SUMMARY OF THE INVENTION

Embodiments of systems and methods according to the present invention relate generally to fluid splash containment, and more particularly to spray envelopes to receive a stream of fluid.

According to an aspect of a method according to the present invention, the method includes the step of establishing a first fluid flow (e.g., of water) spaced from a vessel, the fluid flow having an open-air side and an opposed vessel side. A first fluid stream (e.g., urine) is directed through the fluid flow from the open-air side. Also, travel of fluid droplets comprising fluid from the first fluid stream on the vessel side is disrupted or completely prevented from reaching the open-air side using the first fluid flow. The first fluid flow may be a spray or laminar flow.

According to another aspect of a method according to the present invention, the first fluid flow may be a fan-shaped (e.g., substantially V-shaped, which may be relatively planar, curviplanar, or even conical) spray pattern. The fan-shaped spray pattern may include a spread angle of between 45 degrees and 135 degrees, and more preferably may be about 80 degrees.
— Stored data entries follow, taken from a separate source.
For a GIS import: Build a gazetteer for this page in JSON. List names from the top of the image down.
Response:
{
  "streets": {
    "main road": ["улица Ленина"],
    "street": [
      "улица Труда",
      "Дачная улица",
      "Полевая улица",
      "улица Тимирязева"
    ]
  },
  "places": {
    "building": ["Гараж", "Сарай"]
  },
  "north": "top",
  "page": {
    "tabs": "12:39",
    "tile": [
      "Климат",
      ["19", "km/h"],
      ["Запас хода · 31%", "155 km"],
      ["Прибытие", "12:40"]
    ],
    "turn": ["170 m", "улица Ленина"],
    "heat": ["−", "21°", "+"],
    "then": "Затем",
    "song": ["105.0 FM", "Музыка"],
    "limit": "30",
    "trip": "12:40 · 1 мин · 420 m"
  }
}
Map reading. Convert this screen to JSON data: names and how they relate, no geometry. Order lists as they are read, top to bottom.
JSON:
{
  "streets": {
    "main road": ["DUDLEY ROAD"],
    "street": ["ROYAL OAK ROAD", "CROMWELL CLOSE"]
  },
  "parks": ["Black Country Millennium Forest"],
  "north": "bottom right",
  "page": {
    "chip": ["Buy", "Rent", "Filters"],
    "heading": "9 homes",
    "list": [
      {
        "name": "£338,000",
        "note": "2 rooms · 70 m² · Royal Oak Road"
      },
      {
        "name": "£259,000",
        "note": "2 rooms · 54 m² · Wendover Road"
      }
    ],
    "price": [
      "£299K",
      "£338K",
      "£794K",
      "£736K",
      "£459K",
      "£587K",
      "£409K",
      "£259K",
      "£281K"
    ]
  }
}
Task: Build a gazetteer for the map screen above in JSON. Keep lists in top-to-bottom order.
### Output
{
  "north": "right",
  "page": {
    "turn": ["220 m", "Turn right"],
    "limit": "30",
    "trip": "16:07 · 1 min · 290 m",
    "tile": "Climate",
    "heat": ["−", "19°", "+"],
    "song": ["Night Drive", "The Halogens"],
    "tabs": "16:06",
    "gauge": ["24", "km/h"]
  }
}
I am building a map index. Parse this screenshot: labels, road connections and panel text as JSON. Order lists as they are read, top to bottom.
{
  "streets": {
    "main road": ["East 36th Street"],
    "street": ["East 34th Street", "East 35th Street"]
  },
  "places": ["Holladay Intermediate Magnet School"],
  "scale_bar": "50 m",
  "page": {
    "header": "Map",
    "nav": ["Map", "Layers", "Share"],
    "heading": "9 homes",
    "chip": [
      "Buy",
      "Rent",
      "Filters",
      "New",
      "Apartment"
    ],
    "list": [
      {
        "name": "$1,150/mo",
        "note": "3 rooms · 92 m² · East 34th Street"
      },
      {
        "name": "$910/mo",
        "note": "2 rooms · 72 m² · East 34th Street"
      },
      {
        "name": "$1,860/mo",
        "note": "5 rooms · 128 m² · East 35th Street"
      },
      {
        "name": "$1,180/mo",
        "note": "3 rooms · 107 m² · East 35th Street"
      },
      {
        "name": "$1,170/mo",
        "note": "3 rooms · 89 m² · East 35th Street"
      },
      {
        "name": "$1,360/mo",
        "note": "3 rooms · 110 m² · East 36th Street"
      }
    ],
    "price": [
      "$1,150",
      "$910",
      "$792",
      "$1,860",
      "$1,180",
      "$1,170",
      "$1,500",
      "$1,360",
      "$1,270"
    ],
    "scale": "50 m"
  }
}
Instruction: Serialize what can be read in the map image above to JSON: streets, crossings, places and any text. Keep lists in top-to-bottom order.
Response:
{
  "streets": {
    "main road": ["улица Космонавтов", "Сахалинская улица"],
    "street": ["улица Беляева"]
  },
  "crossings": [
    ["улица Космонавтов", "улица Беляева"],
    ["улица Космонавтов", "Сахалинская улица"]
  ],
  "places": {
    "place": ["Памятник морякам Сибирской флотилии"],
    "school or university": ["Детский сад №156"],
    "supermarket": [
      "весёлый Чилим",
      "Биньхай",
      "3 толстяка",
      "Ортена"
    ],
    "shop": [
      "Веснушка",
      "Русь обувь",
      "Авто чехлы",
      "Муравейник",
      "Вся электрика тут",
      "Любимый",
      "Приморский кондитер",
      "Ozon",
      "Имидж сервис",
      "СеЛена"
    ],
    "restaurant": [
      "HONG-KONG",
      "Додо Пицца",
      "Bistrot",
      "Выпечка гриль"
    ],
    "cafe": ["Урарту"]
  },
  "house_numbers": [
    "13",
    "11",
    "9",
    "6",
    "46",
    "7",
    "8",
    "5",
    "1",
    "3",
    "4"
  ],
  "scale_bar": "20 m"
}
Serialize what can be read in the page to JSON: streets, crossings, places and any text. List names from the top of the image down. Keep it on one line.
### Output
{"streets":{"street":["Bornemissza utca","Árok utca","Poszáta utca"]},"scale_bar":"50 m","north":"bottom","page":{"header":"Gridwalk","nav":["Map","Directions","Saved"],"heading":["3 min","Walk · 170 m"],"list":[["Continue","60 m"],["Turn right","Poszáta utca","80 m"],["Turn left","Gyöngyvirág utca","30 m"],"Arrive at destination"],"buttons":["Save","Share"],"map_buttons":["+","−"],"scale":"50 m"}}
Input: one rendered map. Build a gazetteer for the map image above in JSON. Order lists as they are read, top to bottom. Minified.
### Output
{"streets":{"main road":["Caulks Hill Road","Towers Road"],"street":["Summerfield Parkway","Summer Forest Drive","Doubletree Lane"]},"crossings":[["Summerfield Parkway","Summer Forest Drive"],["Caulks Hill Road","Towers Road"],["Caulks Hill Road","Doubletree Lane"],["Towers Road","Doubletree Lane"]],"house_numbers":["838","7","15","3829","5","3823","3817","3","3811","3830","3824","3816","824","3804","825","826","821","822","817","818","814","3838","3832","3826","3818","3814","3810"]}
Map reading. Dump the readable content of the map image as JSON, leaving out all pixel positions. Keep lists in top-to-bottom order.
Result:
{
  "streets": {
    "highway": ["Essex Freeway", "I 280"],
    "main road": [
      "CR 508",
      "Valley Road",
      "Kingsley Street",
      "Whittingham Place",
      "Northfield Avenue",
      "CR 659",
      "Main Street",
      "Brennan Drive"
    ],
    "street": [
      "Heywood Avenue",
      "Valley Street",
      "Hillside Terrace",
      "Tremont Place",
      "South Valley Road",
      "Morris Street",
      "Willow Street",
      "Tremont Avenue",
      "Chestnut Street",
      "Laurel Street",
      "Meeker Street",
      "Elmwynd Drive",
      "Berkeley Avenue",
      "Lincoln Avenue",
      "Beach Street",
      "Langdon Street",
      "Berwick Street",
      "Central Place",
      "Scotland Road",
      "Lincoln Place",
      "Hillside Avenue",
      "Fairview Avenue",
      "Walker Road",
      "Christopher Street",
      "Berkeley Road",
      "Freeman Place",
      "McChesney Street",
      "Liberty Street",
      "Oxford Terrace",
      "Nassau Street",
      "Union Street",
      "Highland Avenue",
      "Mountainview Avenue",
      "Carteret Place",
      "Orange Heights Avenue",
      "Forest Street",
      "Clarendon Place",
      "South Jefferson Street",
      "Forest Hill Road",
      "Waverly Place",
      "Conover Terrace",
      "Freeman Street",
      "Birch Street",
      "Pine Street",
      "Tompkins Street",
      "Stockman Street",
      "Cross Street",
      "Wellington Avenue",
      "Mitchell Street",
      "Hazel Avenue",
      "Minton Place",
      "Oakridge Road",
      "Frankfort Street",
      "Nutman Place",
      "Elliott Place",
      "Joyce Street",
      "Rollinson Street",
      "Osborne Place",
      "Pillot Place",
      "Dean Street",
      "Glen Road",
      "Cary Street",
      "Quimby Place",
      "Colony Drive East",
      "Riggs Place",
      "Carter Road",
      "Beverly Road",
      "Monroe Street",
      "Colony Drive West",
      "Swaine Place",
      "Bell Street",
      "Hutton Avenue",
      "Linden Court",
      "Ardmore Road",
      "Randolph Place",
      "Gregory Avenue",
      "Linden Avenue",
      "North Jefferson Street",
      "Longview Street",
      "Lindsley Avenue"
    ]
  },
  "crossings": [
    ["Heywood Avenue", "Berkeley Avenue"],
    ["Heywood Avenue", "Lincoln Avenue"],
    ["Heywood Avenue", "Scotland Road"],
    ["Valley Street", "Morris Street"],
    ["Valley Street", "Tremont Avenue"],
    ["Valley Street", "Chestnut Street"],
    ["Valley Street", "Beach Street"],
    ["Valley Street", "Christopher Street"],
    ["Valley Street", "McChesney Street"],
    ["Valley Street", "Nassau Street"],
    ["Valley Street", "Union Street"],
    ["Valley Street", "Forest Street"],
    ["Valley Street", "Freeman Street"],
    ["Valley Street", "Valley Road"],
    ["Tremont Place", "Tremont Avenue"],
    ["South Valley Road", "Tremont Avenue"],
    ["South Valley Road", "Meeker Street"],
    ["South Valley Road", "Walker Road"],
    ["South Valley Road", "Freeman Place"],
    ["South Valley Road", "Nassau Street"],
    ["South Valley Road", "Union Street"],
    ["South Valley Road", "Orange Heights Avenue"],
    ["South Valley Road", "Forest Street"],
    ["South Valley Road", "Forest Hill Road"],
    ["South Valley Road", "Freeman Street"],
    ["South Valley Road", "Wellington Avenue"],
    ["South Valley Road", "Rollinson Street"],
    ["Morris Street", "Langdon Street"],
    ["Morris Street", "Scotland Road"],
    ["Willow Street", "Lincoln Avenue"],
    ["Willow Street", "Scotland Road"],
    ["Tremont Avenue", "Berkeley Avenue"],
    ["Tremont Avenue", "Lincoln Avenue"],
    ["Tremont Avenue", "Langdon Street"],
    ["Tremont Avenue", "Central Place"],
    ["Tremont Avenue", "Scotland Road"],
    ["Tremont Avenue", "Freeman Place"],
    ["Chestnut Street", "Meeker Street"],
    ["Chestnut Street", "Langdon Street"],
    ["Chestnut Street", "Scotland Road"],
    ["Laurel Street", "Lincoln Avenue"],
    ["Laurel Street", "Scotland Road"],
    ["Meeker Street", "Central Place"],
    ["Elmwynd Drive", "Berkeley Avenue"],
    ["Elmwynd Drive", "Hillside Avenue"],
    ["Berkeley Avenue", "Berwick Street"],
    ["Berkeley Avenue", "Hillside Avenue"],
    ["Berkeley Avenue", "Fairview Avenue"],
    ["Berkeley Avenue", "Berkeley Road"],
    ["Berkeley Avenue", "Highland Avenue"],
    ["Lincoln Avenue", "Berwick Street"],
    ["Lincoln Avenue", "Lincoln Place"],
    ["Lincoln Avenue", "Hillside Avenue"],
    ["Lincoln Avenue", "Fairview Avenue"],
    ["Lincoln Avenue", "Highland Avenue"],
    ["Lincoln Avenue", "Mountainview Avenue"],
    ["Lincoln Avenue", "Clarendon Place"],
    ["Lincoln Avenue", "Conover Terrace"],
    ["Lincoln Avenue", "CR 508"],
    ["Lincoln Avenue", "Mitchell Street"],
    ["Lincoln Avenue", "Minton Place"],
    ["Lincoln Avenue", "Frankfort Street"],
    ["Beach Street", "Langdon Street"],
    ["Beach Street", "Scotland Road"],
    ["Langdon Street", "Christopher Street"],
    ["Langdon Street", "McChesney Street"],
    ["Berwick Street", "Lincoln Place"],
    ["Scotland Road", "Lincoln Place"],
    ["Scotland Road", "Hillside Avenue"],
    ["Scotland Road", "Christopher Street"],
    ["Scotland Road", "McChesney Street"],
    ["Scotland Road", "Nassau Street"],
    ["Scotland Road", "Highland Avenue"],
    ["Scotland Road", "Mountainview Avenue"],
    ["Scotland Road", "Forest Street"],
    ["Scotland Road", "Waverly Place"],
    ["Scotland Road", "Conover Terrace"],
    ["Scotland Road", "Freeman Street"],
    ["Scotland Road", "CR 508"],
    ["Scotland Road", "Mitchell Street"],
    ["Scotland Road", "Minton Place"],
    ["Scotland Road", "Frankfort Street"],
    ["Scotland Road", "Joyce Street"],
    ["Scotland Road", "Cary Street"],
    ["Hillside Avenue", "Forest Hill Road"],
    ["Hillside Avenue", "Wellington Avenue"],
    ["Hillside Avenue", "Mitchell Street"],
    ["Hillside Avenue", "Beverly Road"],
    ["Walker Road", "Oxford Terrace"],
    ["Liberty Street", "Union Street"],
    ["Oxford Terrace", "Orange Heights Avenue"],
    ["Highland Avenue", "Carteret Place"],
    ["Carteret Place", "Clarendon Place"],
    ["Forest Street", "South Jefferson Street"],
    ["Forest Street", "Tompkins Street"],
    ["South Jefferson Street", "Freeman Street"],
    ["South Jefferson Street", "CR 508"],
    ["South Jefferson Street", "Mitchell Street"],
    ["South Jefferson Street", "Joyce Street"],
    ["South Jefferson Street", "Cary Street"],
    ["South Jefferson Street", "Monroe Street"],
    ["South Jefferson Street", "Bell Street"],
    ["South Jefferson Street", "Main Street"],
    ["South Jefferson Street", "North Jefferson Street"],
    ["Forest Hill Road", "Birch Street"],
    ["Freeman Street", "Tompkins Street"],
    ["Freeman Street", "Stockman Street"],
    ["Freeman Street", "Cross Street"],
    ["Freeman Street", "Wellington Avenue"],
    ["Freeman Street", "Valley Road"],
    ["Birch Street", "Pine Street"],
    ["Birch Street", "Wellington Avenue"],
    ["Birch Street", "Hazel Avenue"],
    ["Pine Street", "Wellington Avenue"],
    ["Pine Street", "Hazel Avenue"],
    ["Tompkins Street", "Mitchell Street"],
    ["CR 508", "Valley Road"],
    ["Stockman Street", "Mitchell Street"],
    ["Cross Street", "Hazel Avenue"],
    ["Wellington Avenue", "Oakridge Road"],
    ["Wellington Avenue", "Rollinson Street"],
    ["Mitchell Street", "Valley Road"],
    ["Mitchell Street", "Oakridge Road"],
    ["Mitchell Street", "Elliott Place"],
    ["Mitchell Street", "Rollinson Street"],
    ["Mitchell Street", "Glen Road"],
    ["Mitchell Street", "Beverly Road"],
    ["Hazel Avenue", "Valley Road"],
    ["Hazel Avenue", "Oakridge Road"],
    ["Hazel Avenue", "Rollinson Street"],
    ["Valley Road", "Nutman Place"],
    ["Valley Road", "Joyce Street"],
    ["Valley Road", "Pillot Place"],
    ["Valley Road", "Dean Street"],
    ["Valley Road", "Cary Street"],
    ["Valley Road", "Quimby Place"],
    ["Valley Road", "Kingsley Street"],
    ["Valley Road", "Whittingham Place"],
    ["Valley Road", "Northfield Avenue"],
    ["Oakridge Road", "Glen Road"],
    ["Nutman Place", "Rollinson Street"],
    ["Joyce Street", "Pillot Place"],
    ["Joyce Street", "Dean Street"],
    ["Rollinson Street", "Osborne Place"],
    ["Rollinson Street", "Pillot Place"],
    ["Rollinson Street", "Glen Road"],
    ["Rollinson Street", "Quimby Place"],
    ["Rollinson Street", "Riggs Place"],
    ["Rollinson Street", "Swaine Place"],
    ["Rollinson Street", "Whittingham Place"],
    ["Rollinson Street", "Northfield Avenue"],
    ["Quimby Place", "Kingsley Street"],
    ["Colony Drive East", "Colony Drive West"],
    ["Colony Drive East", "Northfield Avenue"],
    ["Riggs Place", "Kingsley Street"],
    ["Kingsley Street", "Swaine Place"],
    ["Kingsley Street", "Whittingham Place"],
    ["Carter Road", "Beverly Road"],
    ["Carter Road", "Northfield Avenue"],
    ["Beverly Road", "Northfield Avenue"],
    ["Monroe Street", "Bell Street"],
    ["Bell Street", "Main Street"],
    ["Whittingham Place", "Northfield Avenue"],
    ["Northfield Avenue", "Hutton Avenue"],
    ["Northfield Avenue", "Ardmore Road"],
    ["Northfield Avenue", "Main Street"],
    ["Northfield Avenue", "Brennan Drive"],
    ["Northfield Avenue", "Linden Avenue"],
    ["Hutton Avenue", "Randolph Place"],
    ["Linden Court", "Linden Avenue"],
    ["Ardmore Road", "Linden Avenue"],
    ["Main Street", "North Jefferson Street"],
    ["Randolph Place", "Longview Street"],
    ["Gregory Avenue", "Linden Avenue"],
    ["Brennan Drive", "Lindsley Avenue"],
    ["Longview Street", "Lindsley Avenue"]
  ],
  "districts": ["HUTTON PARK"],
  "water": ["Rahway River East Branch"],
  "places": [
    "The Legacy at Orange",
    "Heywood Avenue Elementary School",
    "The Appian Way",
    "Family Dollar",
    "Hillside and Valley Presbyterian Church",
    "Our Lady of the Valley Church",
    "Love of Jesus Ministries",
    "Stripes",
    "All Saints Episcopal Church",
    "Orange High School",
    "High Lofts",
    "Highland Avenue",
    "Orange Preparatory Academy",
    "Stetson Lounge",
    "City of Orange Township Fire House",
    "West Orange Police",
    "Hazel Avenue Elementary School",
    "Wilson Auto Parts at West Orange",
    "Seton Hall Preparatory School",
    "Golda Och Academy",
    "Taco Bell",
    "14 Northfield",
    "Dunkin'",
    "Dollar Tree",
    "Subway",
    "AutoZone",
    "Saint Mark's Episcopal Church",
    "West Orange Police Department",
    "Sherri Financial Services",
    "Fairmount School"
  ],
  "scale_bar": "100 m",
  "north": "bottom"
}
According to still another aspect of a method according to the present invention, a hydrostatic fluid surface (e.g., toilet water) may be disposed within the vessel. The first fluid flow may be established at a predetermined spray angle relative to the hydrostatic fluid surface, such spray angle being between about 15 degrees and about 90 degrees, more preferably greater than 30 degrees, and even more preferably about 65 degrees.

According to an aspect of a system according to the present invention, the system includes a liquid receptacle, which may be holding a liquid (e.g., water) having an exposed surface. A first nozzle is configured to direct a first spray pattern into or within the receptacle to define a first spray envelope. The first spray pattern is configured to prevent liquid droplets from within the first spray envelope from passing through the first spray pattern.

According to another aspect of a system according to the present invention, the exposed surface of the liquid is at least substantially hydrostatic.

According to still another aspect of a system according to the present invention, the first spray pattern is sourced from a supply line and the liquid held by the liquid receptacle is sourced from a temporary holding tank.

According to yet another aspect of a system according to the present invention, the system may include a second nozzle configured to direct a second spray pattern into the receptacle to define a second spray envelope, wherein the second spray pattern is configured to prevent liquid droplets from within the second spray envelope from passing through the second spray pattern. The first spray pattern may intersect the second spray pattern at a location in the receptacle and spaced from the liquid, if the liquid is present.

BRIEF DESCRIPTION OF THE DRAWINGS

FIG. 1 is a partial cutaway view of a first embodiment of a fluid splash containment system according to the present invention.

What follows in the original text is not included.